Fazem-me propostas irrecusáveis, tentadoras, fascinantes, exóticas, saudáveis!
Mostram-me clubes de desconto e restaurantes vegetarianos,
Roteiros e spas, resorts e pousadas e bares gay
E estrelas da mtv e youtubers e vídeos engraçados e fotografias pornográficas
E smart-phones e ipads e aplicações para processar os terabites disto tudo.
Recomendam-me vivamente, de olhos brilhantes, a dieta, a natação e o Nespresso,
Fazem planos para mim e por mim, sonham alto com a minha vida.

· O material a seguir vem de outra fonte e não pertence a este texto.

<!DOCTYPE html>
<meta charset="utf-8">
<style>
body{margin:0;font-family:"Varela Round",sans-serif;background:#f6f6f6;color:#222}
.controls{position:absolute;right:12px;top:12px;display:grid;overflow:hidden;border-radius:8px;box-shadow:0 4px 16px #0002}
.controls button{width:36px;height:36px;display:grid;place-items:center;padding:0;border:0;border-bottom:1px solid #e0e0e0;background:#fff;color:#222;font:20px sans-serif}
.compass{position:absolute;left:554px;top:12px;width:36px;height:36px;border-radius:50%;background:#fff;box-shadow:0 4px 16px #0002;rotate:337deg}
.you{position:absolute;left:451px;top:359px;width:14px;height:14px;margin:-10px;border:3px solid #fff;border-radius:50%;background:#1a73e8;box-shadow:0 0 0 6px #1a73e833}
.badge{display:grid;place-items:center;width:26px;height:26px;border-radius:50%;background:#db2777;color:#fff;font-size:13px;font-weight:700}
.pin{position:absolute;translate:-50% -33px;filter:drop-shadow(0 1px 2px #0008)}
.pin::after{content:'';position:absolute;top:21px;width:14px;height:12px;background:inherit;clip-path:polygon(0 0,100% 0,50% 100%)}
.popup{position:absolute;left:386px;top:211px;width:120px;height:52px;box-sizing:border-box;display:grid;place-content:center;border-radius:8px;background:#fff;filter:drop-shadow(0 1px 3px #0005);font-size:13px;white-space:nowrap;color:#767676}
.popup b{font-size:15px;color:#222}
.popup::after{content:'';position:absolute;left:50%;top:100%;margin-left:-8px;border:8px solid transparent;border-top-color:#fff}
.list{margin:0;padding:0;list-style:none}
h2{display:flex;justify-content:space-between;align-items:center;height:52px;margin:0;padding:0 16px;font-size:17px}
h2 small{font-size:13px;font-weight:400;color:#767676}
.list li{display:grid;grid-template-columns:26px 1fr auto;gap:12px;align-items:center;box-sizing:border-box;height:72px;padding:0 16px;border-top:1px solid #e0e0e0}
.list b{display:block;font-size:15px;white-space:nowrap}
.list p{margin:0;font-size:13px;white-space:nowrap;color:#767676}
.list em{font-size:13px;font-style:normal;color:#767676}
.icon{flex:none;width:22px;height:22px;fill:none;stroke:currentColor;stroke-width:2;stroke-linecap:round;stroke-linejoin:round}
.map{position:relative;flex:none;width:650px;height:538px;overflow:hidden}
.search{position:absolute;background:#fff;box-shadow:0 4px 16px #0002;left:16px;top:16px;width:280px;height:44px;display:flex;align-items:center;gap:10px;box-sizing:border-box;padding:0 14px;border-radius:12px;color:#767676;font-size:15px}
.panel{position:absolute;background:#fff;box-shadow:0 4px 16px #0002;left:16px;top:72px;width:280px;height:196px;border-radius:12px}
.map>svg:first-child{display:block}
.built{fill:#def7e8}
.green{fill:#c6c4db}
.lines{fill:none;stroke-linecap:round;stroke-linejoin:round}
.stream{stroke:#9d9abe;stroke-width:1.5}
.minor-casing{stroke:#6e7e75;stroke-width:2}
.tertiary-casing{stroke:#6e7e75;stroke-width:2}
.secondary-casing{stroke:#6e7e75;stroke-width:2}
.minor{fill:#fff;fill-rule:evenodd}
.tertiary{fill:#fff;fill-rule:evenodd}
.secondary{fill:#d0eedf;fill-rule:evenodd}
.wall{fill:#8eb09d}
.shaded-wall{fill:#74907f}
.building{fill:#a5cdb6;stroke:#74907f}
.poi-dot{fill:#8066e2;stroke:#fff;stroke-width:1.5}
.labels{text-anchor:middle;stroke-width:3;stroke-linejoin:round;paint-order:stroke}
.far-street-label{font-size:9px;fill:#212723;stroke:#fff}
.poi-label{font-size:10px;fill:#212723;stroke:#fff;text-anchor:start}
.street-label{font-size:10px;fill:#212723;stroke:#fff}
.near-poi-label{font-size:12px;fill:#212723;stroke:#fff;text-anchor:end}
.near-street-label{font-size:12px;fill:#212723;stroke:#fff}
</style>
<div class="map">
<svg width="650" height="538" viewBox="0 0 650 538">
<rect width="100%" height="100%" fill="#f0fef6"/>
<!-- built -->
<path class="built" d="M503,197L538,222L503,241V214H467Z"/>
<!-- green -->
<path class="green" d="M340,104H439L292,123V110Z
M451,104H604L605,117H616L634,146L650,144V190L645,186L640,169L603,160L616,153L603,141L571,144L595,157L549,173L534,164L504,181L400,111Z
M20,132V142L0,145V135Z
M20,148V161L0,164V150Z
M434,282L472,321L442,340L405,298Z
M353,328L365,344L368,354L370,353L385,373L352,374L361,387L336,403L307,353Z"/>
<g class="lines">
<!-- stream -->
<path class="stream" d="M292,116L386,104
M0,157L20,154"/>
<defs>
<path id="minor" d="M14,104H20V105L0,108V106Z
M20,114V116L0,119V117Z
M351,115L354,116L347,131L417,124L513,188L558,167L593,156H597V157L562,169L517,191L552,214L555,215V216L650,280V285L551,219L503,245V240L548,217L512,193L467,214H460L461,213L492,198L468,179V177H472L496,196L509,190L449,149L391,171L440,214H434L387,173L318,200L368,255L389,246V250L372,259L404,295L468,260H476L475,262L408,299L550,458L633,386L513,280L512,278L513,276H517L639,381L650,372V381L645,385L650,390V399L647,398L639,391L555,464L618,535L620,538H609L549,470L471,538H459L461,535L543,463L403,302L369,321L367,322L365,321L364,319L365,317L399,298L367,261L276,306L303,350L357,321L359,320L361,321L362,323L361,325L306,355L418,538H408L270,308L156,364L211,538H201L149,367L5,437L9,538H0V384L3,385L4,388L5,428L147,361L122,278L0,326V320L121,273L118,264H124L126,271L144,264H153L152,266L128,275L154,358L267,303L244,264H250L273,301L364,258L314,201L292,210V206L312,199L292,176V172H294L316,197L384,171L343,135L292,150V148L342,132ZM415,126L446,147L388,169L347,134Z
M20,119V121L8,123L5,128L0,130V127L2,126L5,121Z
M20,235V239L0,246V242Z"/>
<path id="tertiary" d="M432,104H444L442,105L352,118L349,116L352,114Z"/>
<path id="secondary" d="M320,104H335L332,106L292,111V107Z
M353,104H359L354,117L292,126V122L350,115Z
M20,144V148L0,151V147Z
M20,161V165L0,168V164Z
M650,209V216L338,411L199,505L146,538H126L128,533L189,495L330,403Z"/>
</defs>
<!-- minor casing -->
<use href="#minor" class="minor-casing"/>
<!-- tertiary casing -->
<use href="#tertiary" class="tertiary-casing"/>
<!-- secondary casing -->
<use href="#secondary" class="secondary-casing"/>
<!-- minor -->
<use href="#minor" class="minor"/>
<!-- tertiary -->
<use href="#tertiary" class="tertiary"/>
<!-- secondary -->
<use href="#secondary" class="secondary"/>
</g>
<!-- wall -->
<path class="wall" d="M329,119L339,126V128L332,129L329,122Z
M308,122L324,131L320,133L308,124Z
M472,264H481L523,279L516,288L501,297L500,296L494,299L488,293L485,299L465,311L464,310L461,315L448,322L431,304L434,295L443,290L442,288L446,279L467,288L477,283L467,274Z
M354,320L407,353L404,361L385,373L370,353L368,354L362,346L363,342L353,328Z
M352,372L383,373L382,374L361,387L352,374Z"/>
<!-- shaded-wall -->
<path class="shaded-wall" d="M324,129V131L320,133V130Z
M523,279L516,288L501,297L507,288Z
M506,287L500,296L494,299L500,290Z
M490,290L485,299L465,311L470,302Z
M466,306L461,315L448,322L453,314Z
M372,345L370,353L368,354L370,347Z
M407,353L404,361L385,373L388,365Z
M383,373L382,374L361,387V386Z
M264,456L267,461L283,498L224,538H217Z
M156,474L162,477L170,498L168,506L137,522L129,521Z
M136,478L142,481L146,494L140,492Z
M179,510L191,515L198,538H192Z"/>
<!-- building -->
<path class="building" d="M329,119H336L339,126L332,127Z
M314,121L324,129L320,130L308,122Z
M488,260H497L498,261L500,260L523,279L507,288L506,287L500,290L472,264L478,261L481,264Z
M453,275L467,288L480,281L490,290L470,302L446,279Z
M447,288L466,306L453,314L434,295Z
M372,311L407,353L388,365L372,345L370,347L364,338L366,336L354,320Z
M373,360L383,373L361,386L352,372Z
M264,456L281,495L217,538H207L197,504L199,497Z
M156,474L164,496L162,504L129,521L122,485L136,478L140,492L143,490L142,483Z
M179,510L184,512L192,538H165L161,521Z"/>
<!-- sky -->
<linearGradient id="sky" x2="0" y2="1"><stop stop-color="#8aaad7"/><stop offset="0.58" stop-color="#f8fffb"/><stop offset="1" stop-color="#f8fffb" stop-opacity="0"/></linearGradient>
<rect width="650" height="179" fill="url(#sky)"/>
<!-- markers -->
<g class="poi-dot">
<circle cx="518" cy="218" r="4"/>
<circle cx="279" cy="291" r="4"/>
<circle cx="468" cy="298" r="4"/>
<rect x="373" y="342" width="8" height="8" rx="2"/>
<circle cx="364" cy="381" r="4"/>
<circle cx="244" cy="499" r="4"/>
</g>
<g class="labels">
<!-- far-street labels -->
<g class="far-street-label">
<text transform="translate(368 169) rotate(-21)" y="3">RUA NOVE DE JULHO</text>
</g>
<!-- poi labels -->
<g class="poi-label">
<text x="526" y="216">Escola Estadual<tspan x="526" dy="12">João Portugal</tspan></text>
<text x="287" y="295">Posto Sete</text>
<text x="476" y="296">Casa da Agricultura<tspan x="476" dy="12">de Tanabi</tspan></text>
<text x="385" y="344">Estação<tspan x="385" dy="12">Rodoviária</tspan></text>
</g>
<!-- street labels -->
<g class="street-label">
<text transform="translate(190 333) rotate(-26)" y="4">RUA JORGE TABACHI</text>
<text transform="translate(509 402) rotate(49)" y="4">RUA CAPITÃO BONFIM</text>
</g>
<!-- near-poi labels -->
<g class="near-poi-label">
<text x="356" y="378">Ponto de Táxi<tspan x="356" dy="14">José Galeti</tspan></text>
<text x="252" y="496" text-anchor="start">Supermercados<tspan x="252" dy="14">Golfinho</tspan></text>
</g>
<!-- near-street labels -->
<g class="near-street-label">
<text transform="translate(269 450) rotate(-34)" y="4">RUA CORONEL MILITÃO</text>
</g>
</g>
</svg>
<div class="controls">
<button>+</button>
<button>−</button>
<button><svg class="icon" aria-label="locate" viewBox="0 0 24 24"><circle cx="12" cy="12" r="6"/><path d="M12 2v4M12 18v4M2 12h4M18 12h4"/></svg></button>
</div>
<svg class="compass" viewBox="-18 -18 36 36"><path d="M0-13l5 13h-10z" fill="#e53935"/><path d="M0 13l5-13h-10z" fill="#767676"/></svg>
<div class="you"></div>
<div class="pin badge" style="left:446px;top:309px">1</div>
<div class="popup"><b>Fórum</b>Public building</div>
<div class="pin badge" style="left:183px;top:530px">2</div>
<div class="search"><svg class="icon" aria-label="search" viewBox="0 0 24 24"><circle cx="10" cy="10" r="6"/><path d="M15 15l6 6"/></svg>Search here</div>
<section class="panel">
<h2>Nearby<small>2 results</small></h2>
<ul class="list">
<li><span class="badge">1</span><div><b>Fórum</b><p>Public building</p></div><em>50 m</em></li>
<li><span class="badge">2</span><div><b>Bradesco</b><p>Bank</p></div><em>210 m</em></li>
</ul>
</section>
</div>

Parecem sinceramente preocupados comigo,
Como se me faltasse algo de fundamental,
Como se tivesse sido expulso de um qualquer e suspeito paraíso
E ainda nem tivesse dado por ela.
Ora, eu que acho simplesmente que tenho aquilo que mereço;
Eu que habito paraísos perdidos e não sei trabalhar com gps
E que por isso mesmo não podia nunca ser aceite no tal clube
Das pessoas que procuram caixinhas;
Eu que já faço desporto bastante, considerando o que me cansa;
Eu que acho, como o outro, que a Austrália é um país lindíssimo,
Desde que não me arrastem para lá;
Eu que não quero saber onde é que podia estar neste fim de semana
Porque na verdade só queria estar aqui, no carinho do meu escritório
A escrever precisamente estas palavras;
Eu que não tenho paciência nenhuma para o que a maior parte das pessoas
Acha que é engraçado ou divertido ou interessante ou saudável;
Eu, logo eu, que fico super constrangido com os gostos dos outros;
Eu que quero apenas ficar aqui quieto, no embalo do Steve Reich
E da trovoada que anuncia o Inverno;
Eu quero lá saber.
Todos vamos morrer e vocês também.
Vocês que andam pela vida de bicicleta e que fazem caminhadas,
Vocês que já encontraram cinquenta caixinhas no labirinto do inferno,
Vocês que têm assinatura no Holmes Place e que fazem a dieta da Primavera,
Sim, sim, sim,
Vocês vão morrer na mesma e - calhando - alguns até vão morrer primeiro que eu,
Porque a ciência é uma fraude,
O corpo humano é um mistério
E Deus não é um estilo de vida.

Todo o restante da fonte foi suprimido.